Kirsty: This trip already has been so much more than expected. The people we have met have been so lovely, Kira is amazing and the activities have got us all involved. But also have been shocked by how much people have had to go through yet how strong they are now. Really looking forward to the rest of the trip.

Olivia T: Kira Farm is incredible, the people it helps benefit so much from the work this place does. Everyone here is so lovely and welcoming, mum you'll be so proud, I go to Devotion every night. Everyone sings and dances and prays it's such an amazing atmosphere, I know you would love it. I've washed my own clothes and even eaten rice, what progress.  
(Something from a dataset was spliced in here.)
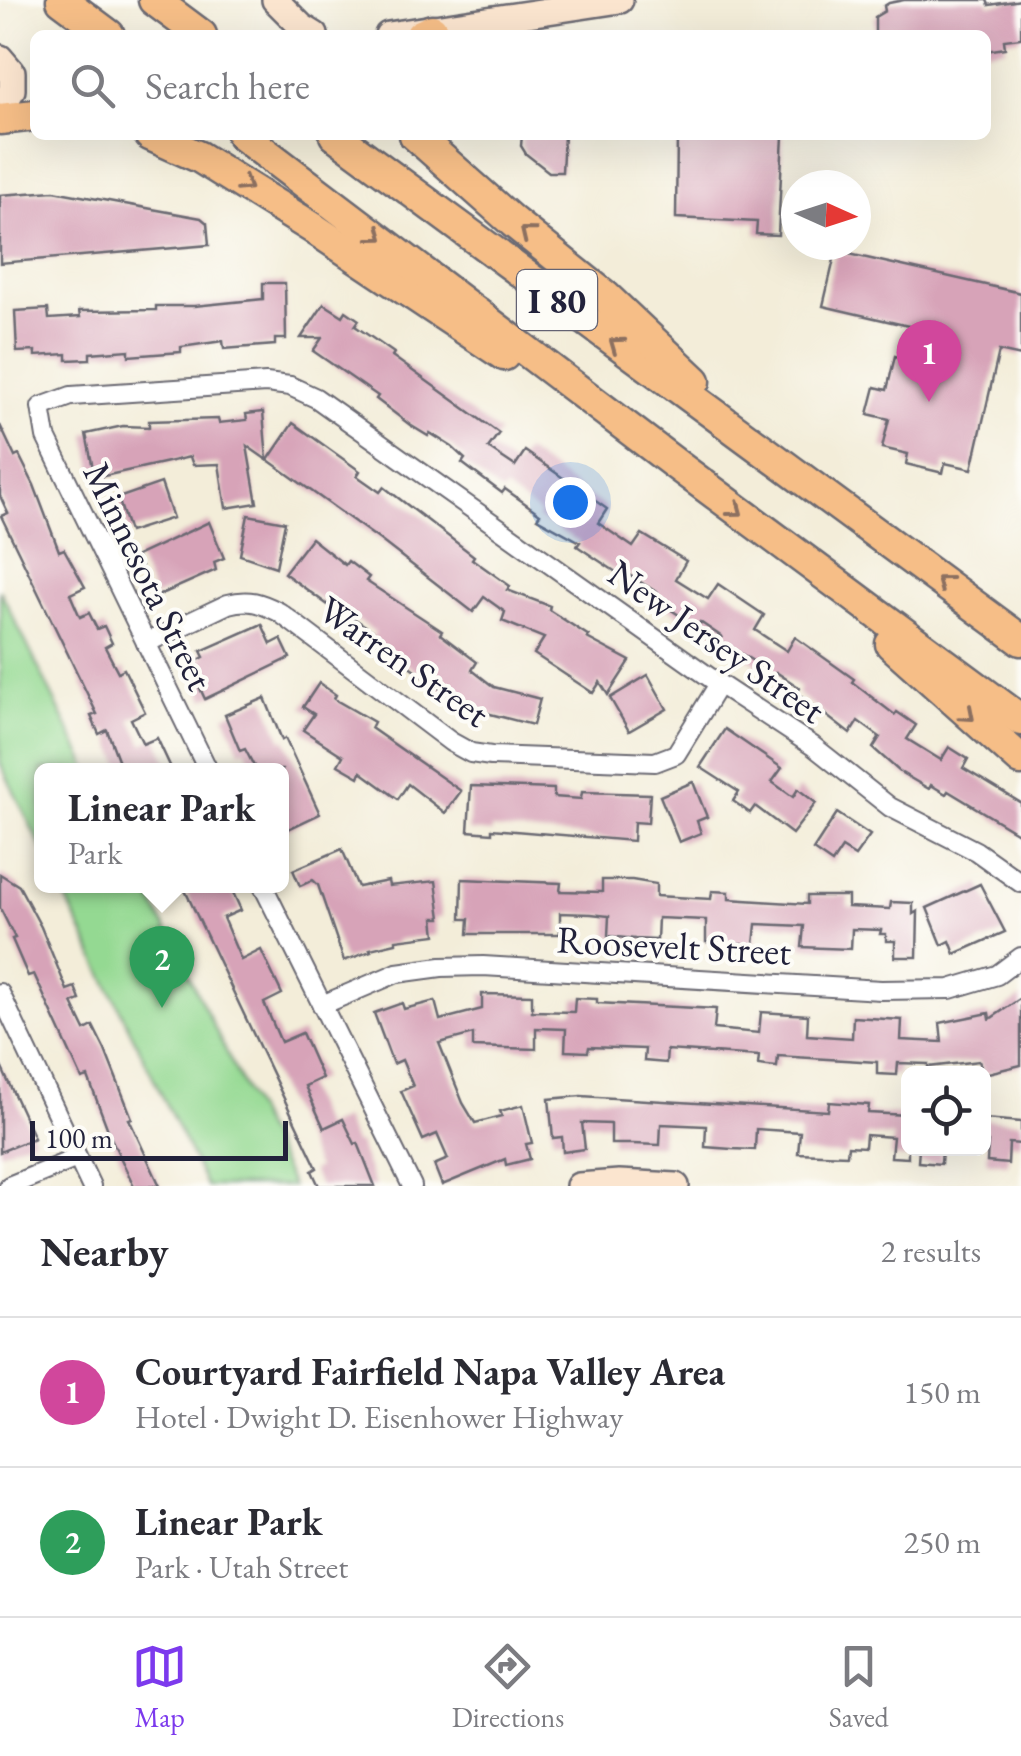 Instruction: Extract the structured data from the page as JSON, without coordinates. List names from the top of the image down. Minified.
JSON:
{"streets":{"highway":["I 80"],"street":["Minnesota Street","New Jersey Street","Warren Street","Roosevelt Street"]},"crossings":[["Minnesota Street","New Jersey Street"],["Minnesota Street","Warren Street"],["New Jersey Street","Warren Street"]],"scale_bar":"100 m","north":"right","page":{"search":"Search here","pins":["1","2"],"popup":["Linear Park","Park"],"scale":"100 m","heading":["Nearby","2 results"],"list":[{"mark":"1","name":"Courtyard Fairfield Napa Valley Area","note":"Hotel · Dwight D. Eisenhower Highway","value":"150 m"},{"mark":"2","name":"Linear Park","note":"Park · Utah Street","value":"250 m"}],"nav":["Map","Directions","Saved"]}}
Gaia: This place is incredible; all the trainees have been very welcoming and nice with us. I think this is the best trip I've ever been to, everything is so different than what I'm usually used to, I'm doing so many new things. You won't believe me, but this morning I've dug sweet potatoes for the entire morning!! I was so tired at the end, but what made me happy was that I helped the trainees with their work. Every evening I also go to devotion, it's so different here! It’s not as in a normal church, but everyone dances, shouts and it's so fun. 
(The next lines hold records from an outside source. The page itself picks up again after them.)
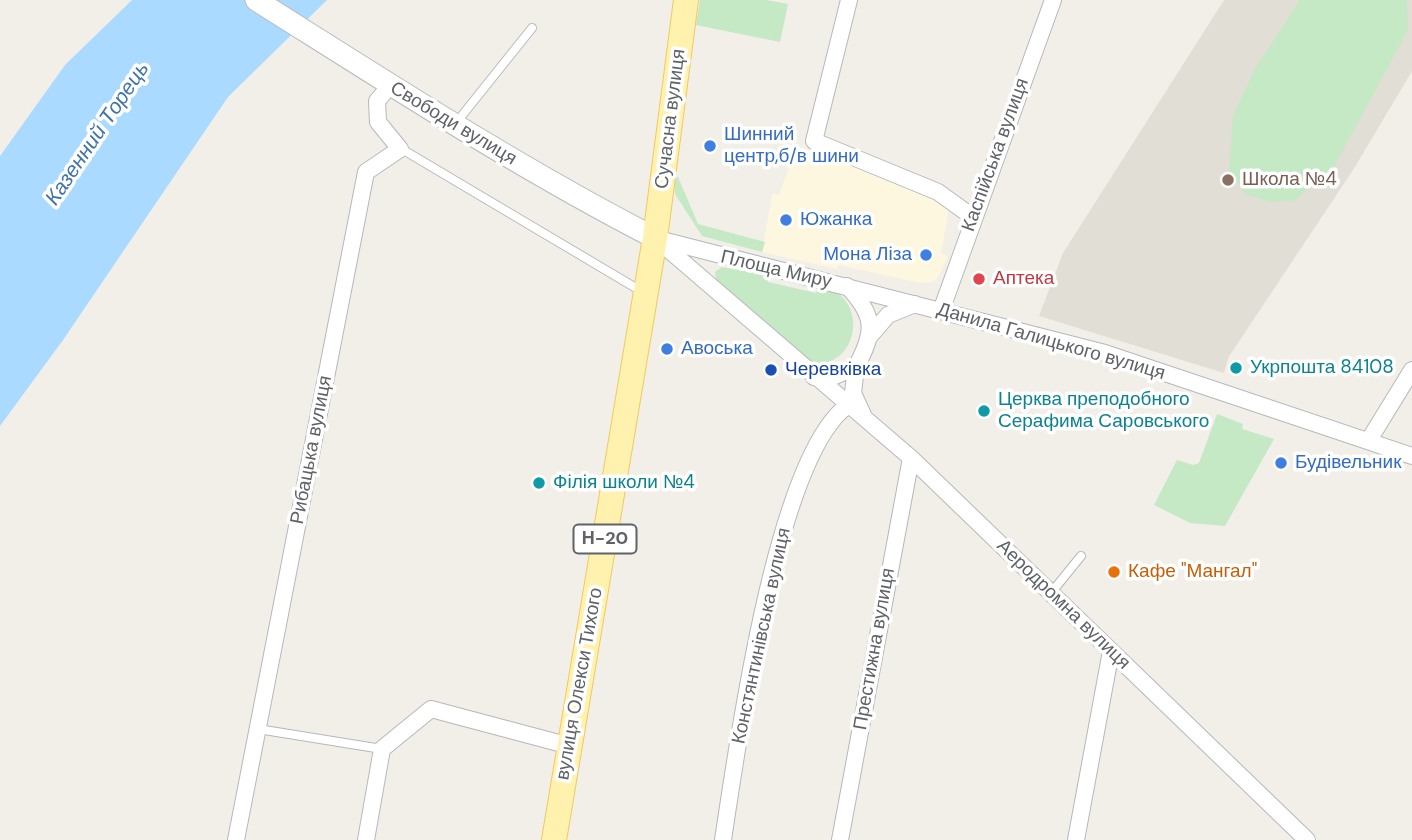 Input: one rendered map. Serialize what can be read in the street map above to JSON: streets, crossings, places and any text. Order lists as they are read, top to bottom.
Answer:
{
  "streets": {
    "main road": [
      "Сучасна вулиця",
      "Свободи вулиця",
      "Н-20",
      "вулиця Олекси Тихого"
    ],
    "street": [
      "Каспійська вулиця",
      "Площа Миру",
      "Данила Галицького вулиця",
      "Рибацька вулиця",
      "Аеродромна вулиця",
      "Констянтинівська вулиця",
      "Престижна вулиця"
    ]
  },
  "crossings": [
    ["Сучасна вулиця", "Свободи вулиця"],
    ["Сучасна вулиця", "Площа Миру"],
    ["Сучасна вулиця", "вулиця Олекси Тихого"],
    ["Свободи вулиця", "Площа Миру"],
    ["Свободи вулиця", "вулиця Олекси Тихого"],
    ["Каспійська вулиця", "Данила Галицького вулиця"],
    ["Площа Миру", "Данила Галицького вулиця"],
    ["Площа Миру", "Аеродромна вулиця"],
    ["Площа Миру", "вулиця Олекси Тихого"],
    ["Аеродромна вулиця", "Констянтинівська вулиця"],
    ["Аеродромна вулиця", "Престижна вулиця"]
  ],
  "water": ["Казенний Торець"],
  "places": [
    "Шинний центр,б/в шини",
    "Школа №4",
    "Южанка",
    "Мона Ліза",
    "Аптека",
    "Авоська",
    "Укрпошта 84108",
    "Черевківка",
    "Церква преподобного Серафима Саровського",
    "Будівельник",
    "Філія школи №4",
    "Кафе \"Мангал\""
  ]
} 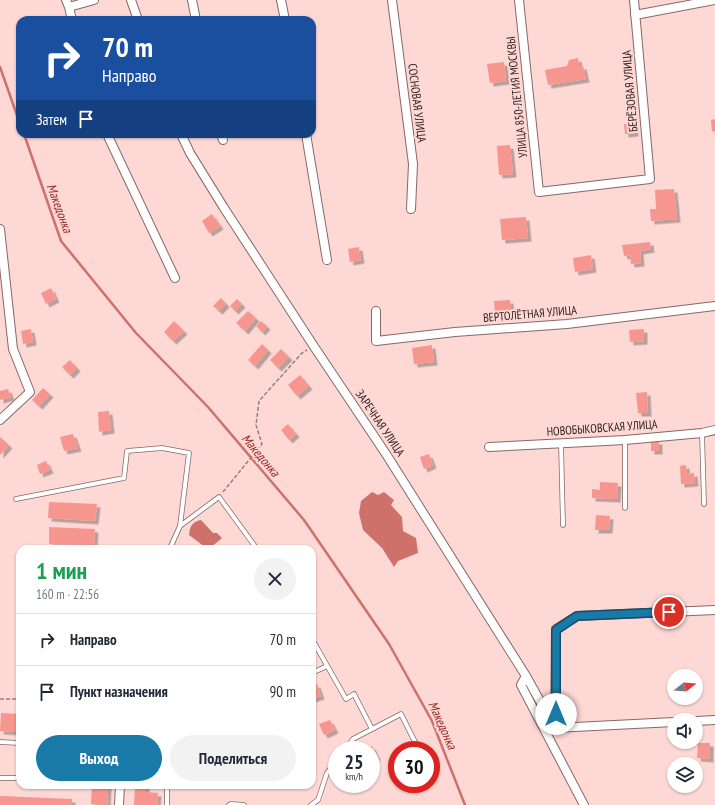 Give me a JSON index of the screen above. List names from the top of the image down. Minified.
{"streets":{"street":["БЕРЁЗОВАЯ УЛИЦА","УЛИЦА 850-ЛЕТИЯ МОСКВЫ","СОСНОВАЯ УЛИЦА","ВЕРТОЛЁТНАЯ УЛИЦА","ЗАРЕЧНАЯ УЛИЦА","НОВОБЫКОВСКАЯ УЛИЦА"]},"crossings":[["БЕРЁЗОВАЯ УЛИЦА","УЛИЦА 850-ЛЕТИЯ МОСКВЫ"]],"water":["Македонка"],"north":"right","page":{"turn":["70 m","Направо"],"then":"Затем","heading":["1 мин","160 m · 22:56"],"list":[{"name":"Направо","value":"70 m"},{"name":"Пункт назначения","value":"90 m"}],"buttons":["Выход","Поделиться"],"speed":"25 km/h","limit":"30"}}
Harry: The people here are overwhelmingly positive and welcoming which is so refreshing. We have spent a few days here at Kira and done various farm based work, including cutting trees to feed goats at 6am, harvesting sweet potatoes and today managing the football team in their match against the trainees in the local village. I also attended devotion a few times which is the form their Christian worship takes here in Uganda. I hope everybody is well and look forward to getting back on Instagram when I get home Xx


Milly: Kira is so much better than I could have imagined. It's been so cool to see how the trainees are young people just like us and that we are actually very similar. I never thought church could be so fun, the Ugandans know how to have a good time. I'm learning the acholi language and how to play the bowstring. Atimabe

All three trips provided our students with amazing experiences completely different from anything they have done before; they are all extremely grateful to all the staff who made it possible  – and would definitely urge the new Year 12 to seize the opportunity to go next year if they have the chance.